I was skeptical of fat-free cooking but went on to test dozens of HH recipes....and absolutely loved all of them except for that very first one. Lindsay's recipes proved to me that fat-free doesn't have to be flavor-free.
Here were two vegan chefs I admired and respected, both with fantastic recipes I loved but with two different approaches to cooking. Who was right? I think both are.

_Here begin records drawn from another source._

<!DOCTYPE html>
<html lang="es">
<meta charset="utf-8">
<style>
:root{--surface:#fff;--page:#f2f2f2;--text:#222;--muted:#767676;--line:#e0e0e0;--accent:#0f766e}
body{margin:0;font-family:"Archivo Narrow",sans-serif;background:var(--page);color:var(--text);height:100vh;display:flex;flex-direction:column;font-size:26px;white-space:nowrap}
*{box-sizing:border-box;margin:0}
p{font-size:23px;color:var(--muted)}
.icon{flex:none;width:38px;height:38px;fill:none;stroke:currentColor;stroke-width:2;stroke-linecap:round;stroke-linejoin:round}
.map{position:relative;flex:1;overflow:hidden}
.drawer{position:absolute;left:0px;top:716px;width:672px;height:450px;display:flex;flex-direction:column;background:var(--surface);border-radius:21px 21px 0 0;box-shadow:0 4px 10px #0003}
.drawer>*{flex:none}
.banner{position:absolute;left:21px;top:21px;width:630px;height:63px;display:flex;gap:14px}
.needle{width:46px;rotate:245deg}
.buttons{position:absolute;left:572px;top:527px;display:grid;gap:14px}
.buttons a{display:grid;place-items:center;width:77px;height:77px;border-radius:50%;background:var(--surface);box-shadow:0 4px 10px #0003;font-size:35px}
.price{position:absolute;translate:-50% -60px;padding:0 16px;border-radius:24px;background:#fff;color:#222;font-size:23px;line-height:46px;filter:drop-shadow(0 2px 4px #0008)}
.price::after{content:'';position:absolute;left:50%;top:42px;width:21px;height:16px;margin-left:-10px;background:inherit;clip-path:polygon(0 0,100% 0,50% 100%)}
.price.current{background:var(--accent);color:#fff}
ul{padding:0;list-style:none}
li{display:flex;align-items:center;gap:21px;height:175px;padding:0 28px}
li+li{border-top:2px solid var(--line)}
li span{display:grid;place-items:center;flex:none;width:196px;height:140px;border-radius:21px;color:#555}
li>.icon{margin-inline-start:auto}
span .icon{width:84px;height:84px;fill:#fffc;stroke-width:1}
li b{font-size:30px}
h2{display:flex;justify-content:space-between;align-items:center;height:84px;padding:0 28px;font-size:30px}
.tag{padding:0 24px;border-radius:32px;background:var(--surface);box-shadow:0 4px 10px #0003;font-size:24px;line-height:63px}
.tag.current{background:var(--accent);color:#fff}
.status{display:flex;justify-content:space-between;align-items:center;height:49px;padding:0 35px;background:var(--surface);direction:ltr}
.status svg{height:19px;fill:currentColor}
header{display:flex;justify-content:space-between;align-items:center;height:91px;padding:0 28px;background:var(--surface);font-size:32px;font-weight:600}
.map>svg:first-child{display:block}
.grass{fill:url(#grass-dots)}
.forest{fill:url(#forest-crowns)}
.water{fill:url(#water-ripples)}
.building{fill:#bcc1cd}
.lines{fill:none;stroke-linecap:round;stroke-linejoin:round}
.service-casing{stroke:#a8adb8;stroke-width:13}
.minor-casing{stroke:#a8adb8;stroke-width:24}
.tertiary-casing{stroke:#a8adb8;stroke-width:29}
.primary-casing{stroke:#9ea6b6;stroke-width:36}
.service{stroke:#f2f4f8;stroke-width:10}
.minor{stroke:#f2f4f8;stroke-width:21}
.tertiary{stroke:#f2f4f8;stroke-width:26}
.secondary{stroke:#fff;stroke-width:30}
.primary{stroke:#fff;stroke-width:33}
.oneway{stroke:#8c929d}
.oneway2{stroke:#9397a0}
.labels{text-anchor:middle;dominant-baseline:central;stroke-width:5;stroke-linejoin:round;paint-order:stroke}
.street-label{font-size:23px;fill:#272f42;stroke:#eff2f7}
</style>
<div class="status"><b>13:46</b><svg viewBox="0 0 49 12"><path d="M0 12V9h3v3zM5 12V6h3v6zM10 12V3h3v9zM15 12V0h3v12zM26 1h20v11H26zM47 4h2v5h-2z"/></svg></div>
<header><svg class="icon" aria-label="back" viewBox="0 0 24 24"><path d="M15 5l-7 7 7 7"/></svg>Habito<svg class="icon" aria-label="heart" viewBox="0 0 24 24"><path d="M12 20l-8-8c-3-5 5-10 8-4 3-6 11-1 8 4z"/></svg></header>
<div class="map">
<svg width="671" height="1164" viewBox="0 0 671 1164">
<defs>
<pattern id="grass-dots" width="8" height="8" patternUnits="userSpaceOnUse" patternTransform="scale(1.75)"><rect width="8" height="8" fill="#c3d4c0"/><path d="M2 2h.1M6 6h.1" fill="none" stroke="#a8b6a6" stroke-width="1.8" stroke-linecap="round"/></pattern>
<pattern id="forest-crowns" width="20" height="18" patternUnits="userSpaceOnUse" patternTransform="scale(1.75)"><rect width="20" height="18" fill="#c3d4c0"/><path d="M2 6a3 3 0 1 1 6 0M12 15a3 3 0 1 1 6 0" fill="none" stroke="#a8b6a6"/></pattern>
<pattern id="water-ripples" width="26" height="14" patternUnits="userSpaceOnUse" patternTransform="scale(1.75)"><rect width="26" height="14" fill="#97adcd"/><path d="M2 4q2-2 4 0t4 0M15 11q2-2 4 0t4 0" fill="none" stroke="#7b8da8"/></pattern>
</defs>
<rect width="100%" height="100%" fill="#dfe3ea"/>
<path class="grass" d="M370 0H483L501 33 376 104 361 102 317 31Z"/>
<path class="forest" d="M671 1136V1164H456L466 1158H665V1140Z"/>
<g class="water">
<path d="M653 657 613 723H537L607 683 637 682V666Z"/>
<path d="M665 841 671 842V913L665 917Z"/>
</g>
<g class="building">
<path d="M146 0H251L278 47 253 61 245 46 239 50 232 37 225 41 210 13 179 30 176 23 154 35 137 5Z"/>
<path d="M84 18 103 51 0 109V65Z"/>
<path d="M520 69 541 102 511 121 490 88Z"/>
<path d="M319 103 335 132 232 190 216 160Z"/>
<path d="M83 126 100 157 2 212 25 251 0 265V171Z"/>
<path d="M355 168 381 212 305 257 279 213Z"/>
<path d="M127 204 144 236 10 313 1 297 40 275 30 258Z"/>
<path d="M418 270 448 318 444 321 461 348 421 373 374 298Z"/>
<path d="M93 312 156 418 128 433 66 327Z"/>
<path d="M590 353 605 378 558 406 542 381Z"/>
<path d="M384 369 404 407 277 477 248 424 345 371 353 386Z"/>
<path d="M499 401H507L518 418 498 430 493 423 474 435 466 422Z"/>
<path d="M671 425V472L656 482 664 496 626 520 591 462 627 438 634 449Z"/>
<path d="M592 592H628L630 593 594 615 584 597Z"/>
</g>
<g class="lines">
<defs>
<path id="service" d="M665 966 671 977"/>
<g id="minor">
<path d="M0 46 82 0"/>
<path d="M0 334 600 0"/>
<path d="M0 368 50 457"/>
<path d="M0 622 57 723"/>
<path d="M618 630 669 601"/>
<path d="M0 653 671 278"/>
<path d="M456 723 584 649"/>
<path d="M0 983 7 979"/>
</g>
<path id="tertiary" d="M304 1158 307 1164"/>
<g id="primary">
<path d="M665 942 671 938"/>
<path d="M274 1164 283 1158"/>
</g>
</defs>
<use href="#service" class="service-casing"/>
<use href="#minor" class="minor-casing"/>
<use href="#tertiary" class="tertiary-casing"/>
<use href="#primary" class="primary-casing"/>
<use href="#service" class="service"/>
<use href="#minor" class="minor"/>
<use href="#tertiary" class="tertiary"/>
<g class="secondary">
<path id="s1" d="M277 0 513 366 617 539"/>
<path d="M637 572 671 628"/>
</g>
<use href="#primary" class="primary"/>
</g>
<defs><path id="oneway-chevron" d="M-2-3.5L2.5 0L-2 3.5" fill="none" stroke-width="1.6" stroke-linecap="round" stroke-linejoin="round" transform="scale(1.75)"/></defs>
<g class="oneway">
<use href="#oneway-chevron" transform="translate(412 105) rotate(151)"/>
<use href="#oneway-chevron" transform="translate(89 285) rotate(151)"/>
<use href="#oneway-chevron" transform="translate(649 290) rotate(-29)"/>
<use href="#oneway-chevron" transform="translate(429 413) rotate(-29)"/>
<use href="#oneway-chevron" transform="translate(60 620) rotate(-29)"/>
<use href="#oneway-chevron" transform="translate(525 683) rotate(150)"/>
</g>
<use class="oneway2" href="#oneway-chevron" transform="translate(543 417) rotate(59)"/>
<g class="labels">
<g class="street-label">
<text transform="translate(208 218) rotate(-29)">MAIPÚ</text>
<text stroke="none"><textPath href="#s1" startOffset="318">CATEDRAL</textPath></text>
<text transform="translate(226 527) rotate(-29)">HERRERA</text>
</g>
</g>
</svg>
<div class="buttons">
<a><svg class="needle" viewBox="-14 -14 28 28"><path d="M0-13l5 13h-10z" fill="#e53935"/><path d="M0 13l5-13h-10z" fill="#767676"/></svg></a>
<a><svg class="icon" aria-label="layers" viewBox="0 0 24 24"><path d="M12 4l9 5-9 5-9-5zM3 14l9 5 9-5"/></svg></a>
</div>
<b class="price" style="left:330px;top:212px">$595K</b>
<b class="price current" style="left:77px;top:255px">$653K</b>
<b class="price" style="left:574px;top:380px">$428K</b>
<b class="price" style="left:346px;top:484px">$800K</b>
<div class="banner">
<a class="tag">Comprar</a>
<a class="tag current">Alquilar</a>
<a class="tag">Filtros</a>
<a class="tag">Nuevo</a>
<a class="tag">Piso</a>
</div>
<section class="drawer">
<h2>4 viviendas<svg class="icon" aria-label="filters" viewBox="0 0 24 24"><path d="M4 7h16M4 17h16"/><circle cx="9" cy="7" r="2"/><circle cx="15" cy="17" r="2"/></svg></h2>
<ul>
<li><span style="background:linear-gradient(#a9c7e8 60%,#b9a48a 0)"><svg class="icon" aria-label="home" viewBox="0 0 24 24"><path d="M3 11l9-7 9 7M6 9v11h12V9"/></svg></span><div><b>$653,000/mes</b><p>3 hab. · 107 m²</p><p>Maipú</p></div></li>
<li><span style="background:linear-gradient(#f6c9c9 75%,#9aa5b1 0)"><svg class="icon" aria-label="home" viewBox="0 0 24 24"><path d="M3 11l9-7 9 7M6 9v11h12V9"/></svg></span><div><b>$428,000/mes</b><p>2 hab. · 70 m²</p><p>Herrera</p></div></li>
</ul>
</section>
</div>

The photo at the top is one of my very favorite recipes that I make all the time. It's a Quiche with Greens, a Happy Herbivore recipe. Garlic and onion powder give it the flavor you'd get from sauteing garlic and onion in oil, but with no fat. At just 78 calories and 6.7 grams of protein, it's a delicious, low-cal, filling meal. And because it's so low-cal, I can easily have a handful of nuts or few slices of avocado or toast with peanut butter to get the nutrients from fats that my body needs without worrying about gaining weight from a lot of added fat.
I love HH recipes and will continue to make them. Making these recipes taught me that you don't always need oil to make a dish flavorful, and the calories I save I can use to eat whole foods that have healthy fats.
I'll also continue to make low-fat recipes like Appetite for Reduction that often call for a little (usually one teaspoon) oil, because I do agree that sometimes a little oil goes a long way. I wouldn't not make a dynamite recipe just because it called for oil.
I think mixing up no-fat and low-fat recipes--with occasional full-fat meals or treats like cupcakes thrown in because I don't believe any food I love should be off limits--is the key to staying satisfied and maintaining a healthy weight.
If you're watching your weight, which approach--no fat or low fat--do you use most in cooking?